Paper 1 is a comprehensive survey that unifies three major bottlenecks in LLM training—data, memory, and compute efficiency—under a novel constraint-centric framework. Its breadth of impact is far greater, as it addresses the entire LLM training ecosystem and provides a conceptual unification (resource-conditioned decision-making) relevant across many research communities. Paper 2 presents a narrower contribution—using explainability for data selection in ECG classification—which, while novel and useful, impacts a more limited audience. The survey's timeliness given the explosive growth of LLM research amplifies its potential citation impact and influence on future work.
Paper 2 likely has higher scientific impact: it proposes a unifying framework across data, memory, and compute efficiency in LLM training, synthesizing diverse methods and connecting scaling laws, budget-aware training, and adaptive inference—broadly applicable across academia and industry. Its breadth and timeliness (efficiency as a central constraint) increase cross-field reach and citation potential. Paper 1 is methodologically detailed and practically useful for diffusion model quantization on consumer GPUs, but it is narrower (model/hardware-specific) and more incremental relative to existing quantization literature.
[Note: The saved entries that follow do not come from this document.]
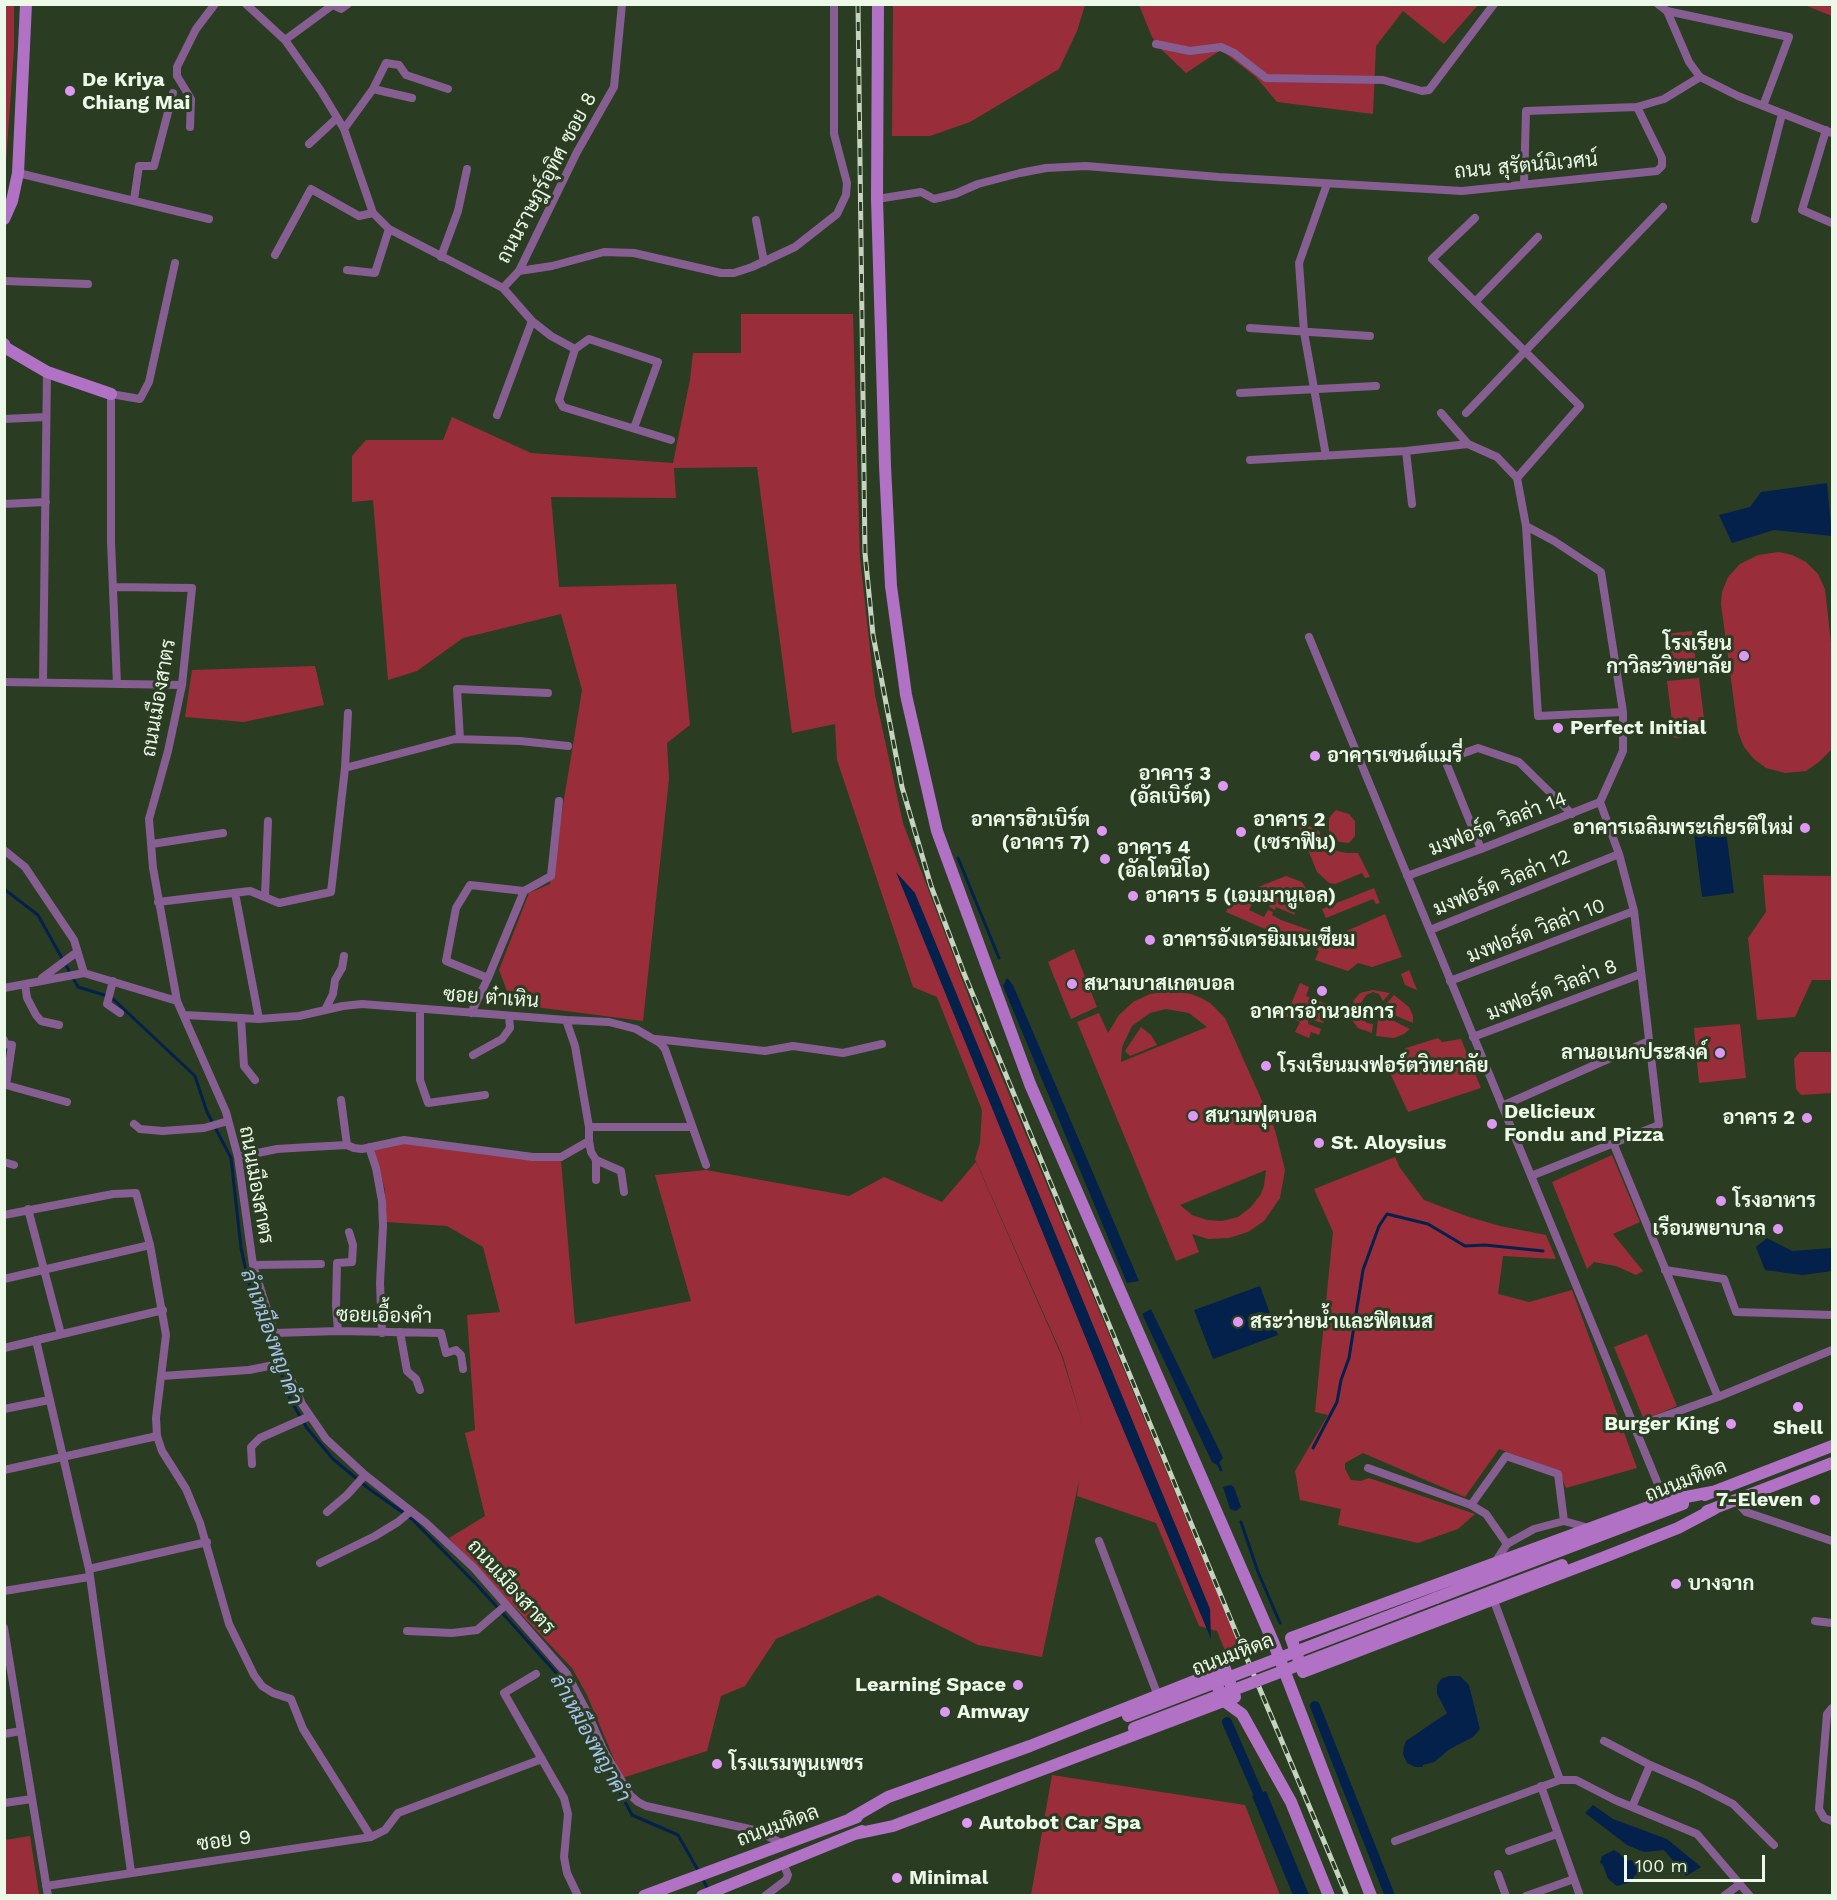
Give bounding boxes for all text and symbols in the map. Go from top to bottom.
place label: De Kriya Chiang Mai [82,68,190,115]
marker: De Kriya Chiang Mai [63,84,77,98]
street label: ถนนราษฎร์อุทิศ ซอย 8 [492,88,602,268]
street label: ถนน สุรัตน์นิเวศน์ [1453,148,1599,184]
place label: โรงเรียน กาวิละวิทยาลัย [1606,632,1732,679]
street label: ถนนเมืองสาตร [137,637,181,759]
marker: โรงเรียน กาวิละวิทยาลัย [1737,649,1751,663]
place label: Perfect Initial [1570,716,1706,740]
marker: Perfect Initial [1551,721,1565,735]
place label: อาคารเซนต์แมรี่ [1327,744,1462,768]
marker: อาคารเซนต์แมรี่ [1308,749,1322,763]
place label: อาคาร 3 (อัลเบิร์ต) [1129,762,1211,809]
marker: อาคาร 3 (อัลเบิร์ต) [1216,779,1230,793]
street label: มงฟอร์ด วิลล่า 14 [1426,787,1570,861]
place label: อาคารฮิวเบิร์ต (อาคาร 7) [971,808,1090,855]
place label: อาคาร 2 (เซราฟิน) [1253,808,1336,855]
place label: อาคารเฉลิมพระเกียรติใหม่ [1573,816,1793,840]
marker: อาคารเฉลิมพระเกียรติใหม่ [1798,821,1812,835]
marker: อาคารฮิวเบิร์ต (อาคาร 7) [1095,824,1109,838]
marker: อาคาร 2 (เซราฟิน) [1234,825,1248,839]
place label: อาคาร 4 (อัลโตนิโอ) [1117,836,1211,883]
street label: มงฟอร์ด วิลล่า 12 [1430,845,1574,921]
marker: อาคาร 4 (อัลโตนิโอ) [1098,852,1112,866]
place label: อาคาร 5 (เอมมานูเอล) [1145,884,1336,908]
marker: อาคาร 5 (เอมมานูเอล) [1126,889,1140,903]
street label: มงฟอร์ด วิลล่า 10 [1464,894,1608,968]
place label: อาคารอังเดรยิมเนเซียม [1162,928,1355,952]
marker: อาคารอังเดรยิมเนเซียม [1143,933,1157,947]
street label: มงฟอร์ด วิลล่า 8 [1483,954,1621,1026]
place label: สนามบาสเกตบอล [1084,972,1235,996]
marker: สนามบาสเกตบอล [1065,977,1079,991]
street label: ซอย ต๋าเหิน [442,983,540,1013]
marker: อาคารอำนวยการ [1315,984,1329,998]
place label: อาคารอำนวยการ [1250,1000,1394,1024]
place label: ลานอเนกประสงค์ [1561,1041,1708,1065]
marker: ลานอเนกประสงค์ [1713,1046,1727,1060]
place label: โรงเรียนมงฟอร์ตวิทยาลัย [1278,1054,1488,1078]
marker: โรงเรียนมงฟอร์ตวิทยาลัย [1259,1059,1273,1073]
place label: Delicieux Fondu and Pizza [1504,1100,1664,1147]
place label: สนามฟุตบอล [1205,1104,1317,1128]
place label: อาคาร 2 [1723,1106,1795,1130]
marker: สนามฟุตบอล [1186,1109,1200,1123]
marker: อาคาร 2 [1800,1111,1814,1125]
marker: Delicieux Fondu and Pizza [1485,1117,1499,1131]
street label: ถนนเมืองสาตร [234,1124,278,1246]
place label: St. Aloysius [1331,1131,1446,1155]
marker: St. Aloysius [1312,1136,1326,1150]
place label: โรงอาหาร [1733,1189,1816,1213]
marker: โรงอาหาร [1714,1194,1728,1208]
place label: เรือนพยาบาล [1653,1217,1766,1241]
marker: เรือนพยาบาล [1771,1222,1785,1236]
water label: ลำเหมืองพญาคำ [235,1266,307,1408]
street label: ซอยเอื้องคำ [336,1303,432,1329]
place label: สระว่ายน้ำและฟิตเนส [1250,1310,1433,1334]
marker: สระว่ายน้ำและฟิตเนส [1231,1315,1245,1329]
marker: Shell [1791,1400,1805,1414]
place label: Burger King [1604,1412,1719,1436]
place label: Shell [1773,1416,1823,1440]
marker: Burger King [1724,1417,1738,1431]
street label: ถนนมหิดล [1642,1454,1730,1508]
place label: 7-Eleven [1716,1488,1803,1512]
marker: 7-Eleven [1808,1493,1822,1507]
street label: ถนนเมืองสาตร [462,1535,560,1639]
place label: บางจาก [1688,1572,1754,1596]
marker: บางจาก [1669,1577,1683,1591]
street label: ถนนมหิดล [1189,1628,1277,1682]
water label: ลำเหมืองพญาคำ [544,1670,636,1806]
place label: Learning Space [855,1673,1006,1697]
marker: Learning Space [1011,1678,1025,1692]
place label: Amway [957,1700,1029,1724]
marker: Amway [938,1705,952,1719]
place label: โรงแรมพูนเพชร [729,1752,864,1776]
marker: โรงแรมพูนเพชร [710,1757,724,1771]
street label: ถนนมหิดล [734,1800,822,1852]
place label: Autobot Car Spa [979,1811,1141,1835]
marker: Autobot Car Spa [960,1816,974,1830]
street label: ซอย 9 [195,1825,253,1857]
scale bar [1627,1843,1768,1881]
text: 100 m [1635,1855,1688,1876]
place label: Minimal [909,1866,988,1890]
marker: Minimal [890,1871,904,1885]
The survey on unifying data, memory, and compute efficiency in LLM training addresses a broadly impactful topic at the center of current AI research. Its constraint-centric framework synthesizing data efficiency, memory optimization, and compute budgeting for LLMs has wide applicability across industry and academia. While Paper 2 presents interesting mechanistic insights about feedback alignment's rank collapse and proposes remedies, it addresses a more niche problem (biologically plausible learning) with limited practical adoption compared to backpropagation. The LLM efficiency survey's timeliness, breadth, and practical relevance give it higher potential impact.
Paper 1 resolves a longstanding open problem in optimization theory by proving matching lower bounds for higher-order smooth nonconvex optimization, completing the complexity picture for an important class of problems. This is a definitive theoretical contribution with lasting impact. Paper 2 is a survey that organizes existing work on LLM training efficiency under a unified framework, which is useful but inherently synthesizes rather than creates new knowledge. The sharp, novel theoretical result in Paper 1 is more likely to be cited as a foundational reference and influence future algorithmic work across optimization and machine learning.
While Paper 1 presents rigorous, paradigm-shifting empirical findings for EEG denoising, Paper 2 addresses a universally urgent bottleneck in AI: LLM training efficiency. As a unifying survey in a rapidly expanding and resource-intensive field, Paper 2 has a broader target audience, higher potential for widespread cross-disciplinary citations, and immediate relevance to both academic researchers and industry practitioners optimizing large-scale AI systems.
Paper 1 provides a comprehensive survey unifying three critical bottlenecks in LLM training—data, memory, and compute efficiency—under a resource-constrained framework. Given the enormous and growing interest in LLM efficiency across academia and industry, this survey addresses an extremely timely topic with broad practical impact. Paper 2 makes a solid theoretical contribution to scalable multi-agent RL with tighter locality bounds, but its impact is narrower, targeting a more specialized community. The breadth of applicability, timeliness, and practical relevance of Paper 1 give it significantly higher potential impact.